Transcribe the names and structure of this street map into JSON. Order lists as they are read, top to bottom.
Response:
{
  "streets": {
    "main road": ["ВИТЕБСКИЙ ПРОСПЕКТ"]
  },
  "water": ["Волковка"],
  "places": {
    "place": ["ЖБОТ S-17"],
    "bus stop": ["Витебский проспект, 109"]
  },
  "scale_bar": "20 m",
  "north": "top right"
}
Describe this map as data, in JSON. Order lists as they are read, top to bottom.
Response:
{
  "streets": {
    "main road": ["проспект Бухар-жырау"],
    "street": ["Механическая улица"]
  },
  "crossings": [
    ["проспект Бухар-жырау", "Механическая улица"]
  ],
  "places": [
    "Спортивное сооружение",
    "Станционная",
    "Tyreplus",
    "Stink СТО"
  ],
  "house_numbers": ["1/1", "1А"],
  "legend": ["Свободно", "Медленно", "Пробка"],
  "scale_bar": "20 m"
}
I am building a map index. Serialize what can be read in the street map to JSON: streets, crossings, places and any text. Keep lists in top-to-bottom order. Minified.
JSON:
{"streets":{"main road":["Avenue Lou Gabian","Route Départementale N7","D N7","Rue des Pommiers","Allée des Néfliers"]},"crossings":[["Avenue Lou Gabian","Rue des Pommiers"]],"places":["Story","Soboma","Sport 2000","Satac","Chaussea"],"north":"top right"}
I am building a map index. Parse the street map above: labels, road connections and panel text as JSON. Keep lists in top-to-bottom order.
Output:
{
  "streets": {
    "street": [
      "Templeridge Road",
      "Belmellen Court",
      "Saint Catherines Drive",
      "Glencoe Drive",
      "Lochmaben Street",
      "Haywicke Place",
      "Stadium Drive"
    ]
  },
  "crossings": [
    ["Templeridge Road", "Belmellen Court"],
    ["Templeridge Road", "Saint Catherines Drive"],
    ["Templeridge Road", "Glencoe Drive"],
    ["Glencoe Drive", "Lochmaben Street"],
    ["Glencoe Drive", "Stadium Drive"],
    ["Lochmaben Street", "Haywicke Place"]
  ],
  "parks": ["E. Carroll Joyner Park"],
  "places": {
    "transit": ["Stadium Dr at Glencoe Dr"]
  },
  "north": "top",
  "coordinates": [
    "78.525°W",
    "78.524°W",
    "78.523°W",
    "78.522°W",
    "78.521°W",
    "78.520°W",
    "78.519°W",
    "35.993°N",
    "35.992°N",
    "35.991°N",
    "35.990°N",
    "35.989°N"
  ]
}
☆ ☆ ☆
TASK DESCRIPTION ::
Find the number of lines in the records that include the word "they". Write only that number.

ANSWER BELOW ::
2